When to See a Specialist: Honest Boundaries

An AI companion is not therapy, and it's important to recognize red flags when technology becomes not a helper but a facade behind which hides a problem requiring intervention.

See a live psychologist or psychotherapist if:

  • You discuss suicidal thoughts or plans with AI—the algorithm won’t assess risk or call for help. In Russia, there is a free psychological support line 8-800-2000-122, available 24/7
  • Dialogues with AI have become your only form of social contact for more than two weeks—this is a sign of isolation, not a solution to loneliness
  • You ask AI whether to take medication, change dosage, or stop therapy—medical decisions require a licensed specialist
  • The problem involves violence, abuse, or addiction—AI may accidentally normalize dangerous behavior because it is not trained to recognize trauma patterns
  • You notice that AI “supports” destructive thoughts—for example, agreeing that “everyone around is an enemy” or “you’re incapable of anything”

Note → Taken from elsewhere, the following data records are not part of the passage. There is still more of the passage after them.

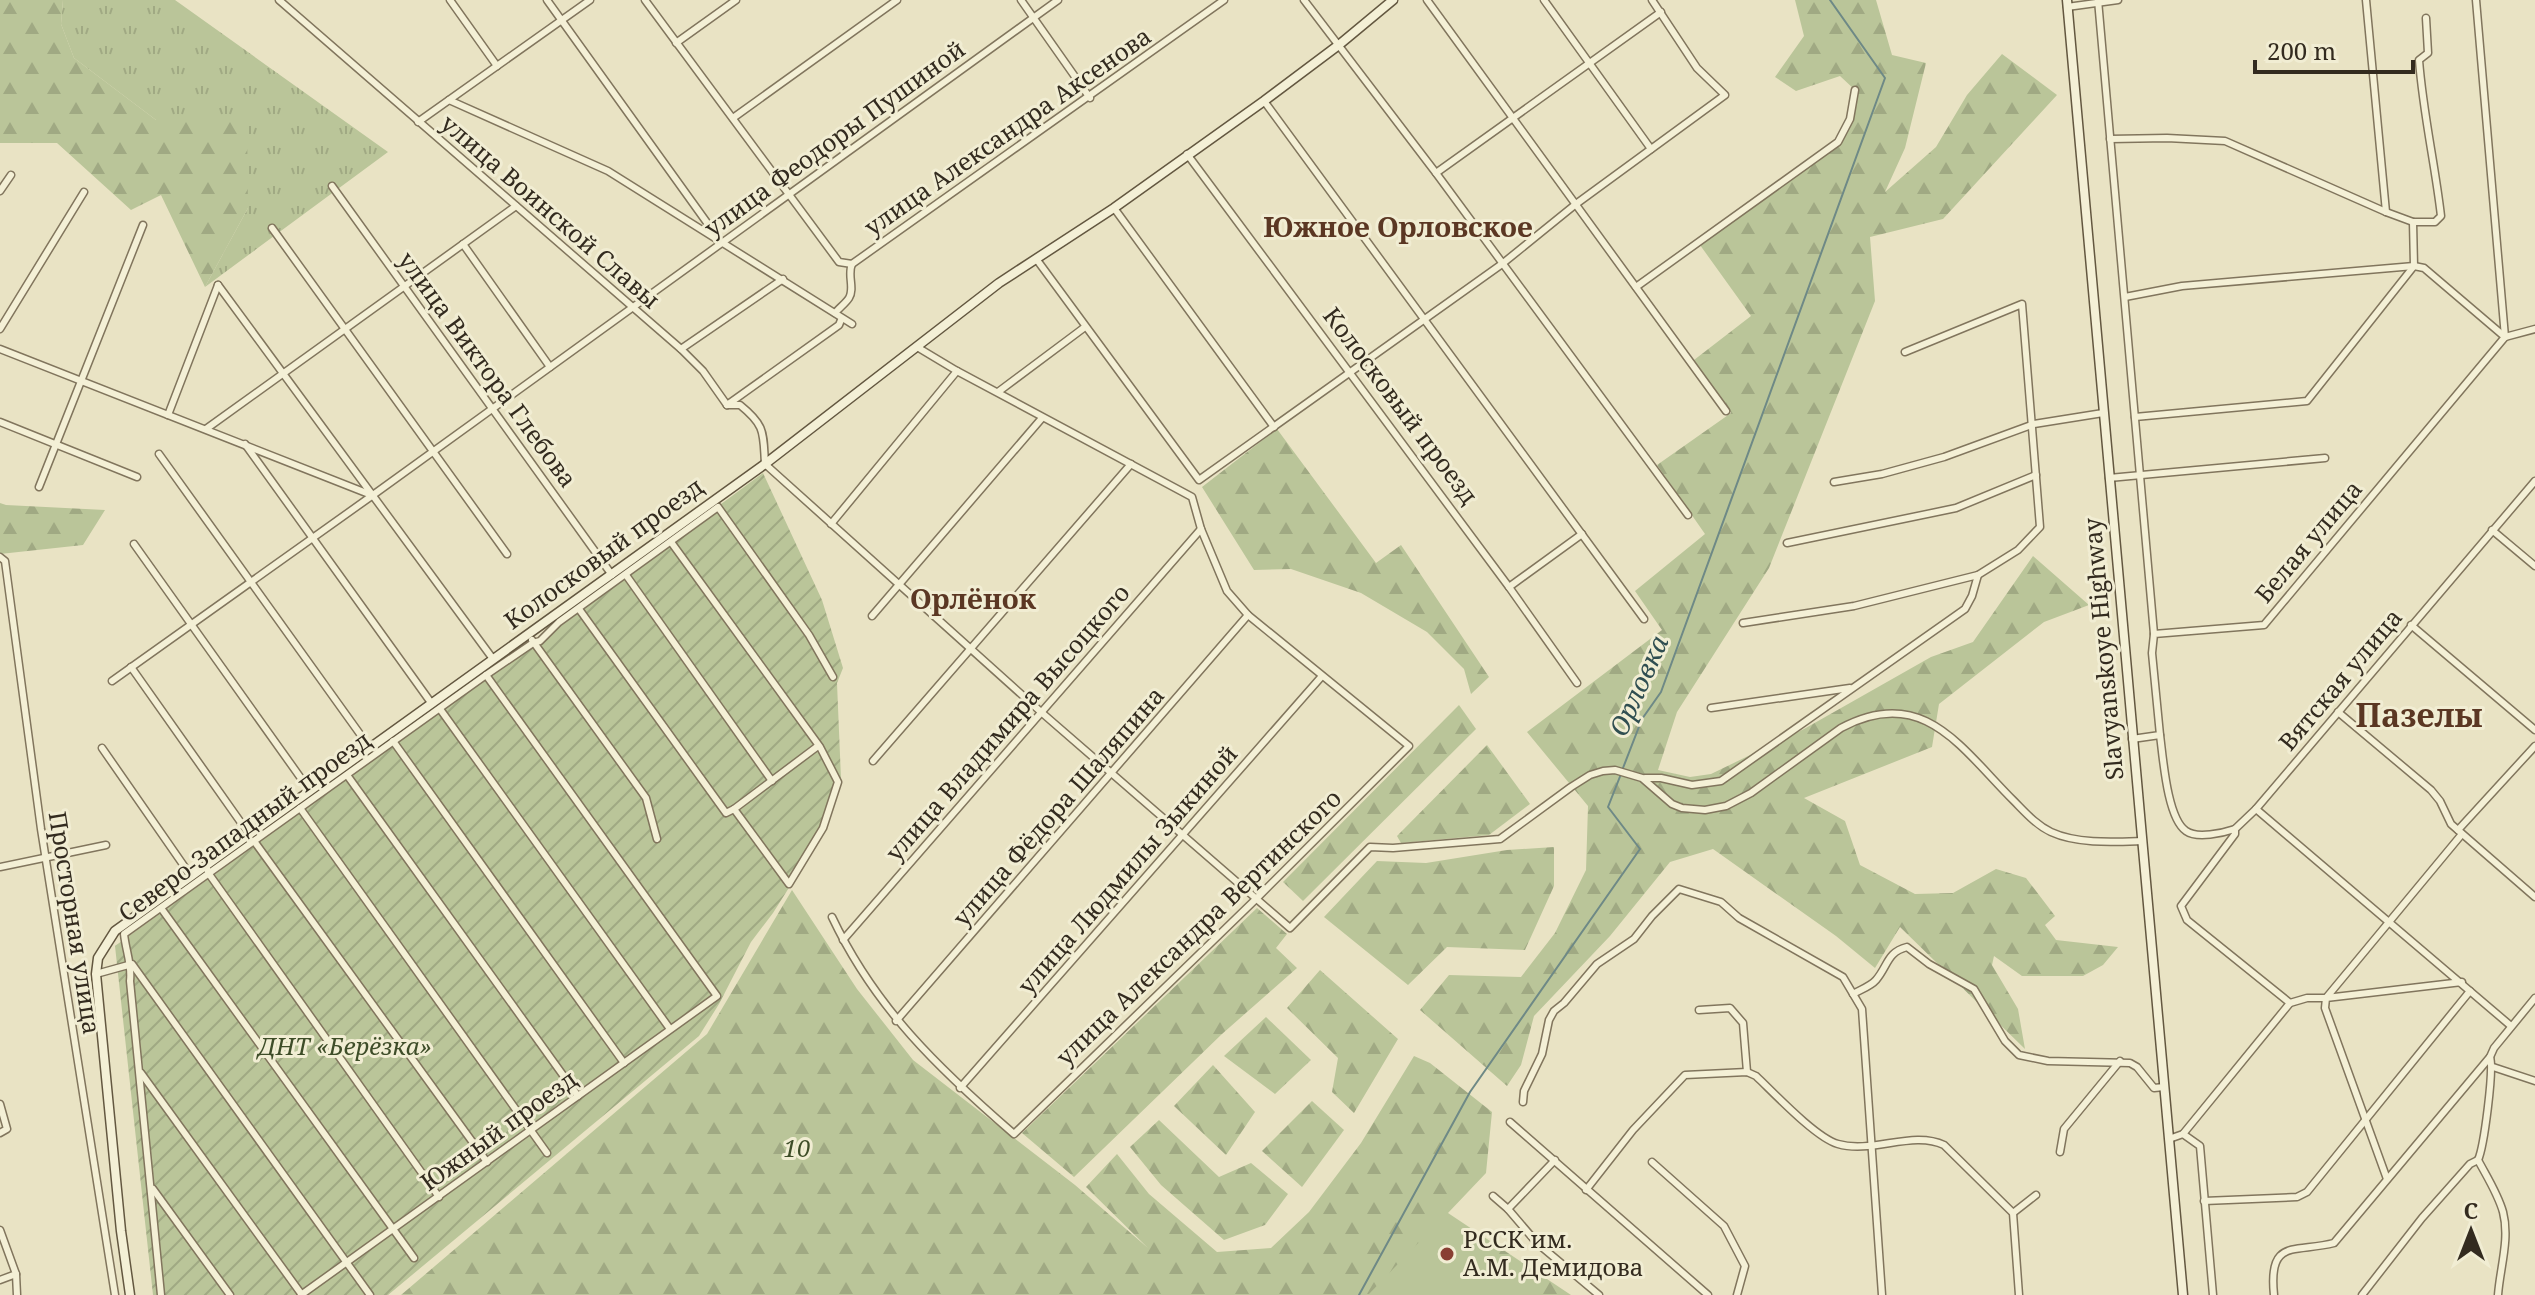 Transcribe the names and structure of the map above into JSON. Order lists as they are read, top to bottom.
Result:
{
  "streets": {
    "street": [
      "улица Александра Аксенова",
      "улица Феодоры Пушиной",
      "улица Воинской Славы",
      "улица Виктора Глебова",
      "Колосковый проезд",
      "Белая улица",
      "Slavyanskoye Highway",
      "Вятская улица",
      "улица Владимира Высоцкого",
      "улица Фёдора Шаляпина",
      "Северо-Западный проезд",
      "улица Людмилы Зыкиной",
      "Просторная улица",
      "улица Александра Вертинского",
      "Южный проезд"
    ]
  },
  "crossings": [
    ["улица Феодоры Пушиной", "улица Воинской Славы"],
    ["улица Феодоры Пушиной", "улица Виктора Глебова"],
    ["улица Воинской Славы", "Колосковый проезд"],
    ["улица Виктора Глебова", "Колосковый проезд"],
    ["Колосковый проезд", "Северо-Западный проезд"],
    ["Северо-Западный проезд", "Южный проезд"],
    ["улица Людмилы Зыкиной", "улица Александра Вертинского"]
  ],
  "districts": ["Южное Орловское", "Орлёнок", "Пазелы"],
  "water": ["Орловка"],
  "parks": ["ДНТ «Берёзка»", "10"],
  "places": ["РССК им. А.М. Демидова"],
  "scale_bar": "200 m",
  "north": "top"
} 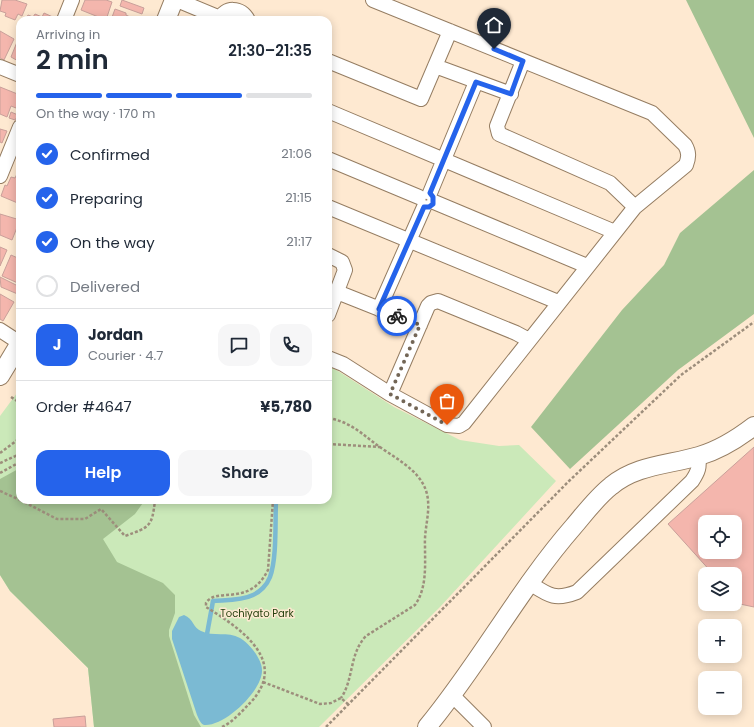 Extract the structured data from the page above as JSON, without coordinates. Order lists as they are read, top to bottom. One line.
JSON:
{"parks":["Tochiyato Park"],"page":{"heading":["2 min","Arriving in","21:30–21:35"],"panel":["Jordan","Courier · 4.7","Order #4647","¥5,780"],"bar":"On the way · 170 m","list":[["Confirmed","21:06"],["Preparing","21:15"],["On the way","21:17"],"Delivered"],"round":"J","buttons":["Help","Share"],"map_buttons":["+","−"]}}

AI is useful for reflection but not for diagnosis. If the same pattern repeats in dialogues for more than a month, it’s a signal that professional help is needed, not longer conversations with a bot.

What Not to Do: 5 Mistakes I Made

1. Don’t ask AI, “What’s wrong with me?” It will provide vague phrases like “maybe it’s an anxiety disorder”—without qualification, without context. I spent three days Googling symptoms that AI randomly named, spiraling myself into a panic attack.

2. Don’t use AI as a substitute for human closeness. I caught myself telling AI news before my friend because “it’s always available.” This is a trap: technology mimics attention but doesn’t provide the reciprocity needed for real connection.

3. Don’t ignore when the dialogue becomes a ritual of avoidance. If you open AI every time you need to call a friend or resolve a conflict, it’s not support; it’s procrastination. I spent two weeks “discussing” with AI how to talk to my mom instead of just calling.

4. Don’t trust AI to evaluate your relationships. I described a quarrel with my partner, and AI responded: “It seems he doesn’t respect your boundaries.” This was a projection of my own words, but I took it as an objective opinion and came to the next meeting with a complaint. It turned out I just hadn’t explained the context well.

5. Don’t use AI for decisions that require responsibility. “Should I quit my job?” “Do I need to break up?”—AI will weigh your arguments, but the decision and consequences are yours. I noticed I started framing questions to get the answer I wanted—this is self-deception, not support.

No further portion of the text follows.